Information provided section start
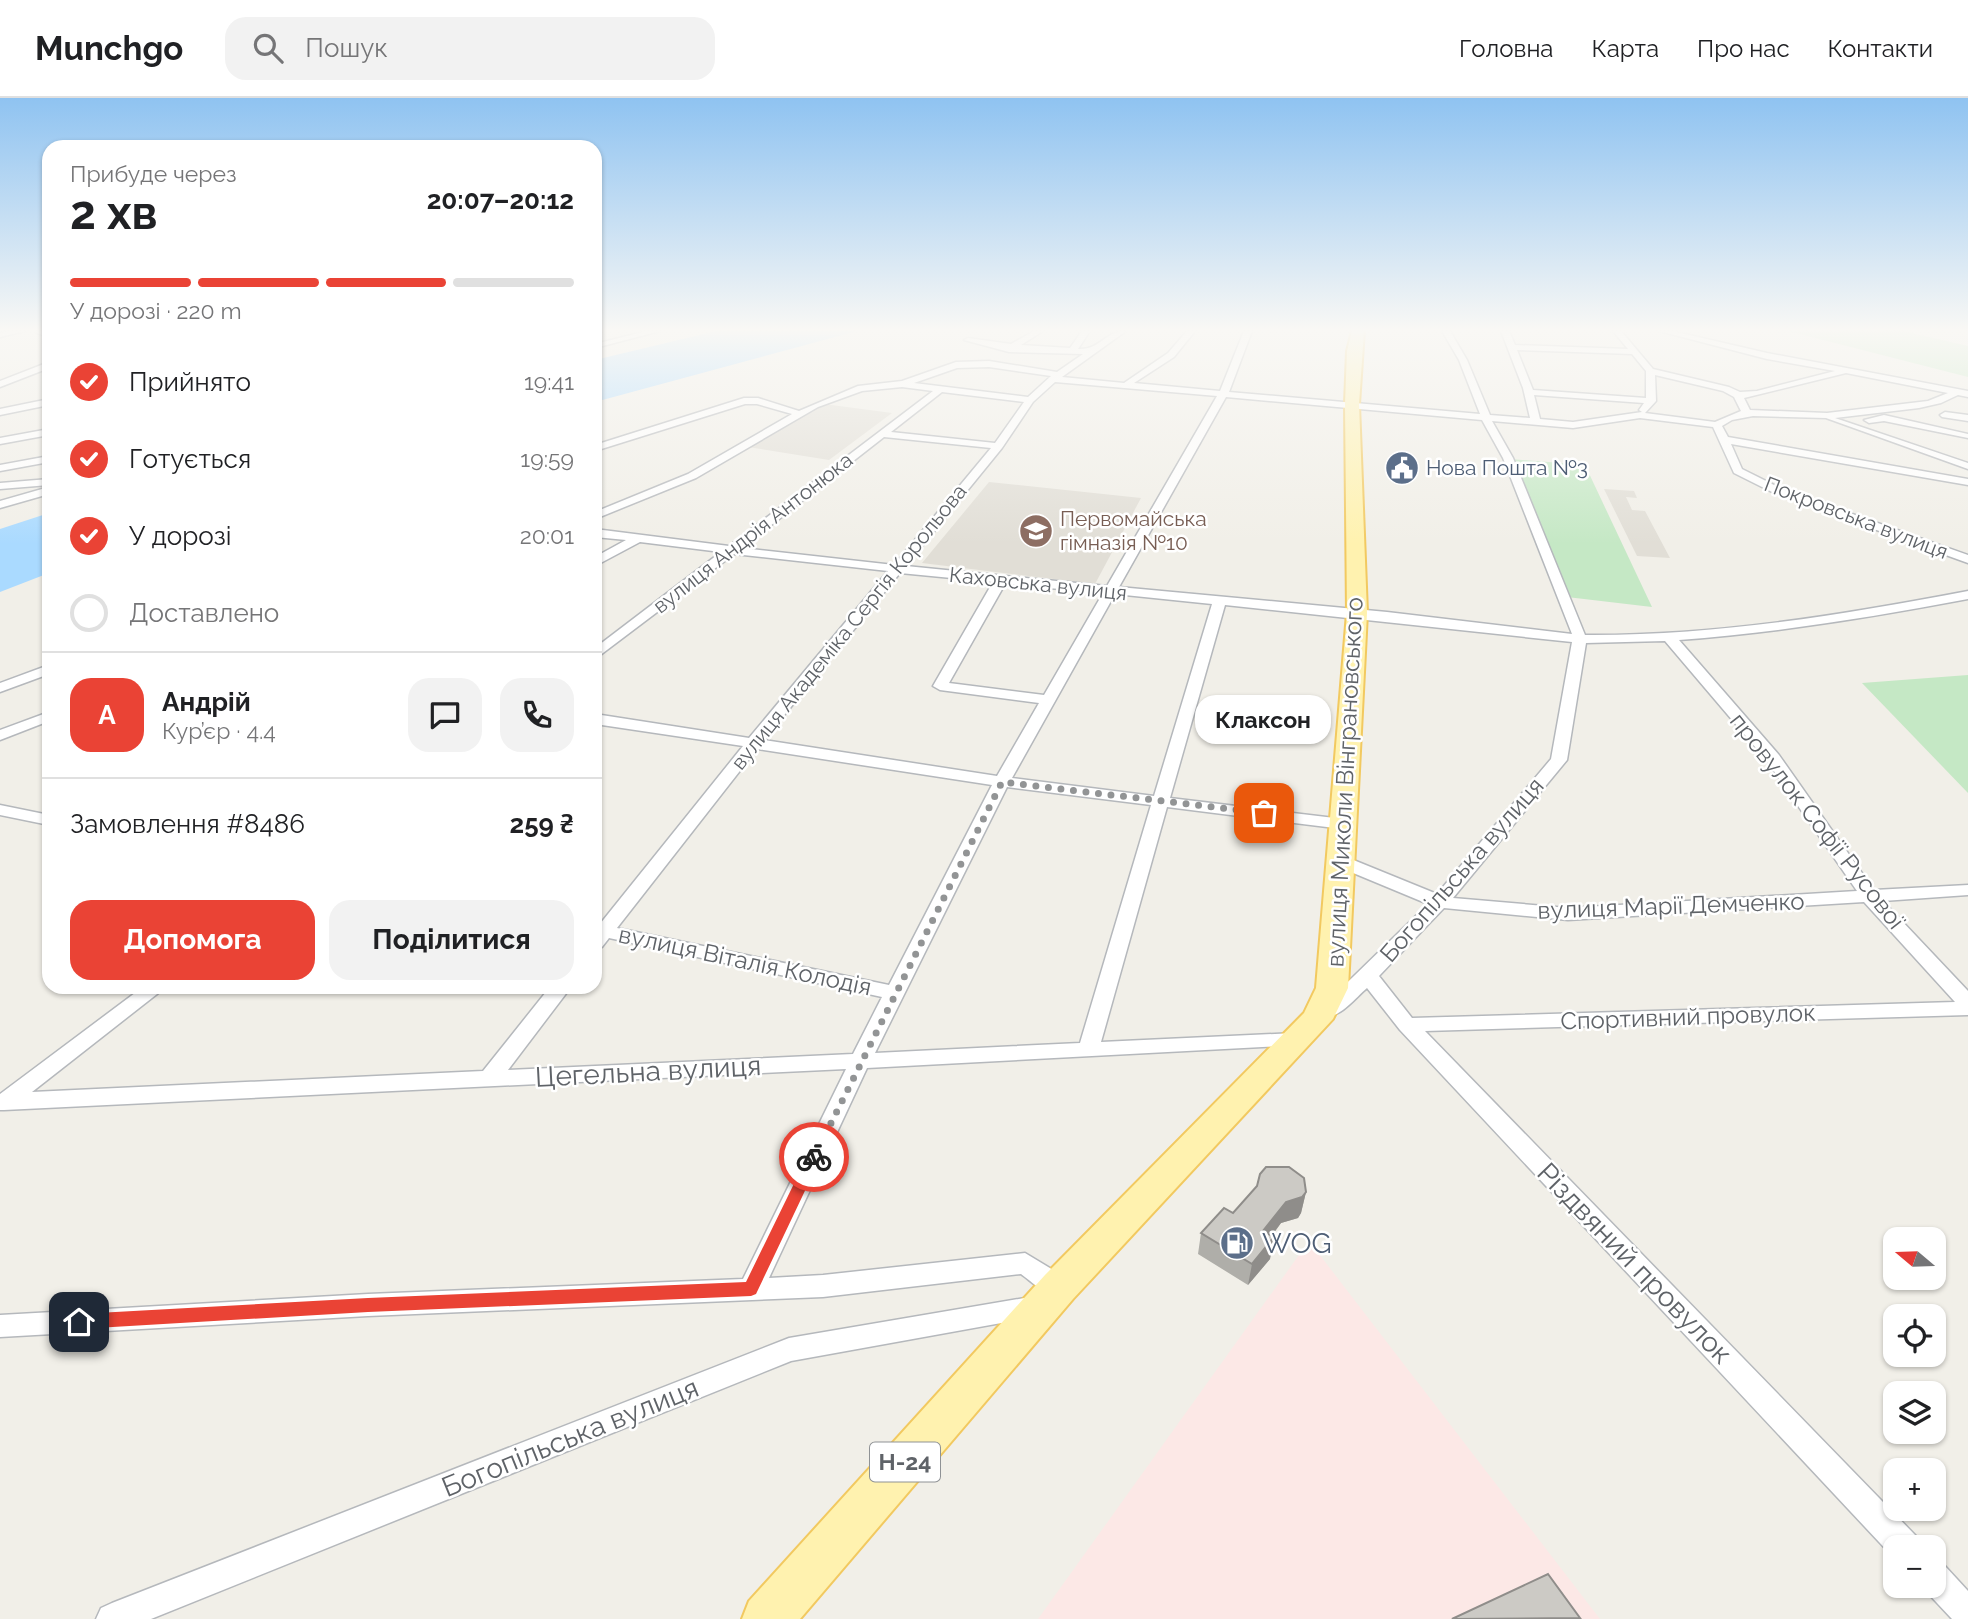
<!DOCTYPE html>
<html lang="uk">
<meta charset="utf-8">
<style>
:root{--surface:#fff;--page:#f2f2f2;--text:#202124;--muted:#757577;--line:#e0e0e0;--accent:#ea4335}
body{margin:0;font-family:Raleway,sans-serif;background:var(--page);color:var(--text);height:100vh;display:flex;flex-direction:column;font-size:26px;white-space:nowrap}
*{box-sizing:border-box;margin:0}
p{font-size:23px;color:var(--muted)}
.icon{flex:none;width:38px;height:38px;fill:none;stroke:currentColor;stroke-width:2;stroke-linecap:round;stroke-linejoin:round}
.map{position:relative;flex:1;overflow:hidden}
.details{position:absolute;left:42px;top:42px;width:560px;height:854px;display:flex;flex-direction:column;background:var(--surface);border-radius:21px;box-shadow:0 2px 5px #0004}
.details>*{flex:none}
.needle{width:46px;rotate:289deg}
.tools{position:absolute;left:1883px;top:1129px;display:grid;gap:14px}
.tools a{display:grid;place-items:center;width:63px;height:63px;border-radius:14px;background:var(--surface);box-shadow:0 2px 5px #0004;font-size:35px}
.pin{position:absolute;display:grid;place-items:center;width:60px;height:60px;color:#fff;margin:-30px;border-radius:14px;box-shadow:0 4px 10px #0006}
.courier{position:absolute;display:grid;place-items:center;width:70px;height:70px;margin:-35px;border:5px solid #ea4335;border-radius:50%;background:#fff;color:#222;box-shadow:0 2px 9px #0007}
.bubble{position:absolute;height:49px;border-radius:21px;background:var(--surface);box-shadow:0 2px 5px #0004;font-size:23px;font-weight:700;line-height:49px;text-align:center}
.overview em{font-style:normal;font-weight:700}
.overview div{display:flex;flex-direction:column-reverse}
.overview{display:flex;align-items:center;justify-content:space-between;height:119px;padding:0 28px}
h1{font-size:46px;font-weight:700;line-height:52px}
.bar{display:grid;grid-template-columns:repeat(4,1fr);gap:10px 7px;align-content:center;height:84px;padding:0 28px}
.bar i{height:9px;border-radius:5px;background:var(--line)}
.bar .selected{background:var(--accent)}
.bar p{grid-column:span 4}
.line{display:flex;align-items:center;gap:18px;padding:0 28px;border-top:2px solid var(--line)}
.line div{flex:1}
.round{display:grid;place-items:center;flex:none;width:74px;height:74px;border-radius:21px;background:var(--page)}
ol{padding:0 28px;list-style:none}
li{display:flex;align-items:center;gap:21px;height:77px}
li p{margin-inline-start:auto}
li .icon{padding:7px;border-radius:50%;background:var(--accent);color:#fff;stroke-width:4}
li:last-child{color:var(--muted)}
li i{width:38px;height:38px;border:4px solid var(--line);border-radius:50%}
.button{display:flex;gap:14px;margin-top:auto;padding:14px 28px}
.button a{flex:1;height:80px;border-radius:21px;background:var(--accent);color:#fff;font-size:28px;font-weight:700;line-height:80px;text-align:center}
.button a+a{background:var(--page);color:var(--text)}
header{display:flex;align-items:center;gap:42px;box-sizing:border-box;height:98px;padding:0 35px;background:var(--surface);border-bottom:2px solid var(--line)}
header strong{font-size:33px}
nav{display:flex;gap:38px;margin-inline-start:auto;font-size:24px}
.search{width:490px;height:63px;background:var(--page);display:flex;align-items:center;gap:18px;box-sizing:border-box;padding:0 24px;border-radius:21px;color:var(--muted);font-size:26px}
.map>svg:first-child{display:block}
</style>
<header>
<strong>Munchgo</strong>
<div class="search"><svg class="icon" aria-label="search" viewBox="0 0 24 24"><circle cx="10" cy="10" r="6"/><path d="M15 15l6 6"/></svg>Пошук</div>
<nav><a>Головна</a><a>Карта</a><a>Про нас</a><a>Контакти</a></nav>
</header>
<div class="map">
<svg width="1968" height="1521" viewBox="0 0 1968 1521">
<rect width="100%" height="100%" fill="#f1efe8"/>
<g fill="#e1ded6">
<polygon points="824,306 892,315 829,362 748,349"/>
<polygon points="989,384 1141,400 1095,486 922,465"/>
<polygon points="1604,391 1634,393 1637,400 1626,399 1632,412 1645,413 1670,460 1637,458"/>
</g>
<polygon fill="#fce8e6" points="1309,1143 1600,1521 1038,1521"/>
<g fill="#c5e8c5">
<polygon points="1788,233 1903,233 1968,248 1968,279"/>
<polygon points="1510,361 1585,367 1652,509 1567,499"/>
<polygon points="1968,577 1968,695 1862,585"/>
</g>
<g fill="#aadaff">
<polygon points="716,233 857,233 595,304 595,262"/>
<polygon points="49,415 49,475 0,494 0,431"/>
</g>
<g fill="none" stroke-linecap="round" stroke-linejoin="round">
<g stroke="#b5b8bc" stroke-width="3">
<g id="minor">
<polygon points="10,233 25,233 0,239 0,235"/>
<polygon points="36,233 49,234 49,239 37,235"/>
<polygon points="647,233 660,233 595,250 595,246"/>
<path d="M1034,233h9l-22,14 49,3 12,-17h8l-12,18c23,1 28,-19 48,-18l-64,46 62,6 44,-30 19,-22h8l-21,26 -40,26 86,8 24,-60h8l-23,61 251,22 -21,-54 -17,-29h8l17,29 23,55 40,3 -7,-30 -22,-57h8l6,14 113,4 -15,-18h8l32,38 76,18 11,5 17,-1 78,-20 -68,-12 -108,-28h13l95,22 201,38v6l-10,-2 -17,8 -22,5 -84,10 133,45v6l-142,-51 -73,-2 -21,4 -10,6 6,11 240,42v6l-237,-41 11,25 40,20 186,66v8l-194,-70 -40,-20 -21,-46 -73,-9 -67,10 -81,-7 21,37 72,177c129,1 257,-20 383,-44v8c-96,18 -192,34 -289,41l100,115 95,135 94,-5v10l-85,6 85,90v24l-543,16 491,505 4,11h-25l-1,11 -494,-528 -33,-42c-13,11 -29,33 -46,28l-3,-5 110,-107 -94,-39 -3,-4 3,-4h12l91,37 114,-135 21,-117 -347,-37 -55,193 173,21 8,5 -8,5 -176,-22 -66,235 194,-9 7,2 3,5 -3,5 -435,23 -98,210 54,-3 202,-22 43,26 4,8 -4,8c-18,6 -33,-11 -47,-21l-198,23 -455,19 -368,21v-22l368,-21 375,-15 103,-210 -842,41h-4v-16l143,-107h23l-134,105 451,-21 67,-84h21l-63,83 345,-16 29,-57 -273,-59 -7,9 -7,2v-26l5,1 143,-178 -148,-22v-10l154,24 139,-167 -154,-17 -139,105v-11l126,-96 -81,-10 -45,24v-9l31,-17 -31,-3v-8l134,17 204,-155 -31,-4 -40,4 -44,16 -122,71 -101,41v-7l93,-38 104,-60 -35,-10h-12l-150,47v-6l149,-47h14l41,13 59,-25 44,-5 54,-19 33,-1 68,11 26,-18 -74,-2 -45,-12 4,-2 43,6zM1517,252l115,4 14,17v27l-113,-8zM989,269l62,9 -23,21 -114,-14 43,-15zM1846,275l102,20 -20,8 -101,12 -77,-3 -6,-12zM1655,277l68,16 11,6 7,14 -26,11 -70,-9 11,-12zM1055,284l162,14 -110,190 -201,-20 96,-118 31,-46zM942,294l82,10 -29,41 -104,-11zM1534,297l110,8 -5,7 3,2 -69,10 -33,-3zM1226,299l256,23 21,38 69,176 -185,-22 -268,-25zM884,339l107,11 -97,117 -152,-17zM900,475l93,9 -60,104 7,4 99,13 -42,73 -233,-36zM1005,486l98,9 -59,102 -95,-12zM1115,496l97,10 -58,192 -142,-18zM1665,543l102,120 90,130 -289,17 -115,-10 114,-138 19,-117zM757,651l235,36 -103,200 -272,-57zM1007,689l144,18 -71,238 -205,10zM1864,804l91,100 -543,16 -33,-42 65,-68 124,12z"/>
<polygon points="49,264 49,270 0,289 0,283"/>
<polygon points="49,301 49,307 0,317 0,311"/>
<polygon points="1945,314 1968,317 1968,323 1942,319 1940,317"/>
<polygon points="1884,317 1968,336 1968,340 1884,323 1869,325 1864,322"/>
<polygon points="49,331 49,337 0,346 0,340"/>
<polygon points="49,358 49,364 0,373 0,367"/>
<polygon points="49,381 49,387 0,391 0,385"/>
<polygon points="49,389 49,396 0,410 0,403"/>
<polygon points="49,567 49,576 0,594 0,585"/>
<polygon points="49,614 49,623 0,642 0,632"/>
<polygon points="0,707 49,717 49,727 0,717"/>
<polygon points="1036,1198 1045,1201 1049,1209 1045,1217 791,1263 151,1521 96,1521 101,1510 112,1505 789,1240"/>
<polygon points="1934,1464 1945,1468 1968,1493 1968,1521 1952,1521 1923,1490 1922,1488 1934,1488"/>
</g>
</g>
<g stroke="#f2c960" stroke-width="4">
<polygon id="primary" points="1352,233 1364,233 1359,306 1367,515 1348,890 1333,921 1073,1201 800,1521 742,1521 749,1503 1045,1177 1304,915 1316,890 1347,515 1345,306 1347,253"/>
</g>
<use href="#minor" fill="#fff" fill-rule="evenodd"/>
<use href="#primary" fill="#fff2af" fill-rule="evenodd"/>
</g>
<polygon fill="#afaea9" points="1306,1094 1301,1115 1298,1120 1281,1125 1272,1138 1270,1161 1248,1187 1198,1156 1201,1135 1233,1115"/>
<g fill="#8f8d8a">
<polygon points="1306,1094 1301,1115 1298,1120 1281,1125 1259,1154 1263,1133 1286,1104"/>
<polygon points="1274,1139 1270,1161 1248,1187 1252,1166"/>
</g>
<g fill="#cccac5" stroke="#8f8d8a" stroke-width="2">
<polygon points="1266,1069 1289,1069 1304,1080 1306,1094 1302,1099 1286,1104 1263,1133 1274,1139 1252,1166 1201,1135 1224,1110 1233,1115 1257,1088 1260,1076"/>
<polygon points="1548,1476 1580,1520 1452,1521"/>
</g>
<linearGradient id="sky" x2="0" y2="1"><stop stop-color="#8fc3f1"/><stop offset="0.52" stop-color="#f9f8f5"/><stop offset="1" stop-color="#f9f8f5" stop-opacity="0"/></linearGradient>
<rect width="1968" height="446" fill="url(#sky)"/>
<polygon fill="#ea4335" points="814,1053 821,1059 756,1196 751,1198 368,1214 79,1231 71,1224 79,1216 368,1200 746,1184 807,1059"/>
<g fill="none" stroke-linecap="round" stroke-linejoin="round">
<polyline stroke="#929495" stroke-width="7" stroke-dasharray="0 12.6" points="814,1059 1002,684 1264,715"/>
</g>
<defs>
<g id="civic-disc" transform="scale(1.75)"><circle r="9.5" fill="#5c6f8a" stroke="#fff"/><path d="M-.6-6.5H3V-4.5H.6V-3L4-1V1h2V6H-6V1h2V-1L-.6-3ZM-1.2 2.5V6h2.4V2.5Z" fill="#fff"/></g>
<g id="school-disc" transform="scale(1.75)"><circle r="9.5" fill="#8d6e63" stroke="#fff"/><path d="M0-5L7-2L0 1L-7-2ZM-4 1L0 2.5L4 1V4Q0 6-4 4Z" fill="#fff"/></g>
<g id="fuel-disc" transform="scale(1.75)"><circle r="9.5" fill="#5c6f8a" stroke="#fff"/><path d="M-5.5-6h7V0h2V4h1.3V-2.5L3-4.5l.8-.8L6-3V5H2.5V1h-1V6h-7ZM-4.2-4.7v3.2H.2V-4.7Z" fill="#fff"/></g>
</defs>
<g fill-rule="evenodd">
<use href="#civic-disc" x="1402" y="370"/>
<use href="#school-disc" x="1036" y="433"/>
<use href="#fuel-disc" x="1237" y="1145"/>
</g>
<g text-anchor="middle" stroke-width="5" stroke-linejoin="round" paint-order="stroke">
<g font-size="21" fill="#4e5e75" stroke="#fff" text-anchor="start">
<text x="1426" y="377">Нова Пошта №3</text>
</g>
<g font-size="21" fill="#5f6368" stroke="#fff">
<text transform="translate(1856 420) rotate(21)" y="7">Покровська вулиця</text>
<text transform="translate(753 435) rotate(-38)" y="7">вулиця Андрія Антонюка</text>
<text transform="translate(1038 486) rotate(6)" y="7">Каховська вулиця</text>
<text transform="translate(849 529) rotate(-51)" y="7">вулиця Академіка Сергія Корольова</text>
</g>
<g font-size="21" fill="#785e54" stroke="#fff" text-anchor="start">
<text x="1060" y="428">Первомайська<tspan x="1060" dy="24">гімназія №10</tspan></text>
</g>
<rect fill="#fff" stroke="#8f9295" stroke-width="2" x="870" y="1344.5" width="70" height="39" rx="5"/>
<g font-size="23" font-weight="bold" fill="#5f6368">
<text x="905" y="1372">Н-24</text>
</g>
<g font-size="24" fill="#5f6368" stroke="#fff">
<text transform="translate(1345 684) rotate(-87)" y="8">вулиця Миколи Вінграновського</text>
<text transform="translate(1817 723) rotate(52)" y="8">провулок Софії Русової</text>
<text transform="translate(1462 772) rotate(-49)" y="8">Богопільська вулиця</text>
<text transform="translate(1671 808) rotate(-2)" y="8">вулиця Марії Демченко</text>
<text transform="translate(745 863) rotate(12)" y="8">вулиця Віталія Колодія</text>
<text transform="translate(1688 919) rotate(-2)" y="8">Спортивний провулок</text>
</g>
<g font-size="28" fill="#5f6368" stroke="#fff">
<text transform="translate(648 973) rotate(-3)" y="10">Цегельна вулиця</text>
<text transform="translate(1635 1165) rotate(46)" y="10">Різдвяний провулок</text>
<text transform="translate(570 1339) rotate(-22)" y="10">Богопільська вулиця</text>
</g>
<g font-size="28" fill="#4e5e75" stroke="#fff" text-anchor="start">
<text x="1262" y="1155">WOG</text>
</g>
</g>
</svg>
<div class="tools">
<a><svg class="needle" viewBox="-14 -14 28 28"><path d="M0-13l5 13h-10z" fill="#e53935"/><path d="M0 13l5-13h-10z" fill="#757577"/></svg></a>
<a><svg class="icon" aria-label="locate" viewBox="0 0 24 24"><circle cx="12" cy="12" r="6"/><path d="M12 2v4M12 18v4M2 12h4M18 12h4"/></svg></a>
<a><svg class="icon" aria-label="layers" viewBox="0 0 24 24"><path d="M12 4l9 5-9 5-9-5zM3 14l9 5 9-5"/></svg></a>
<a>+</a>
<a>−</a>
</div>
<div class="pin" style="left:1264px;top:715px;background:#ea580c"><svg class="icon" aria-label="bag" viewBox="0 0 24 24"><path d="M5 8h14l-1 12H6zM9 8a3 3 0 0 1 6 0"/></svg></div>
<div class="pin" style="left:79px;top:1224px;background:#1f2937"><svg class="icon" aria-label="home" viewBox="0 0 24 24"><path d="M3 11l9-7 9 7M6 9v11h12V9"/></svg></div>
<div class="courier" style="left:814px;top:1059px"><svg class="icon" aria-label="bike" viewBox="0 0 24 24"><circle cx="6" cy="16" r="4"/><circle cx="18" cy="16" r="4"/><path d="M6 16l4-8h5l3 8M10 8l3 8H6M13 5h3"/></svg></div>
<div class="bubble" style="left:1195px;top:597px;width:136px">Клаксон</div>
<section class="details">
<div class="overview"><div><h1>2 хв</h1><p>Прибуде через</p></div><em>20:07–20:12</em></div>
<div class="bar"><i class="selected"></i><i class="selected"></i><i class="selected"></i><i></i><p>У дорозі · 220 m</p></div>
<ol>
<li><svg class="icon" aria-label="check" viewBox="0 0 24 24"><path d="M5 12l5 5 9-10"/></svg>Прийнято<p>19:41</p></li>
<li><svg class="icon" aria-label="check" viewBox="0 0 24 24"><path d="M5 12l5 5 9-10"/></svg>Готується<p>19:59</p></li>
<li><svg class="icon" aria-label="check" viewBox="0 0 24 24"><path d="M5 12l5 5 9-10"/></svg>У дорозі<p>20:01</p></li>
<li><i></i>Доставлено</li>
</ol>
<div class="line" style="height:126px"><b class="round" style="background:var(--accent);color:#fff">А</b><div><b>Андрій</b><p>Кур’єр · 4.4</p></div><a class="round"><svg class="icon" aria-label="chat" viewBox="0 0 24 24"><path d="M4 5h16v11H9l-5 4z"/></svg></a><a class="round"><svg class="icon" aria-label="phone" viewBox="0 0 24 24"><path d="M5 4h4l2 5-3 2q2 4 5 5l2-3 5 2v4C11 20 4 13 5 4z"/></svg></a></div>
<div class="line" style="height:91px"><div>Замовлення #8486</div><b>259 ₴</b></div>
<div class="button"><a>Допомога</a><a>Поділитися</a></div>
</section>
</div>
Information provided section end
▸ Task directions: Filter the records above down to the lines containing "дорозі".

▸ Solution to this exercise:
<div class="bar"><i class="selected"></i><i class="selected"></i><i class="selected"></i><i></i><p>У дорозі · 220 m</p></div>
<li><svg class="icon" aria-label="check" viewBox="0 0 24 24"><path d="M5 12l5 5 9-10"/></svg>У дорозі<p>20:01</p></li>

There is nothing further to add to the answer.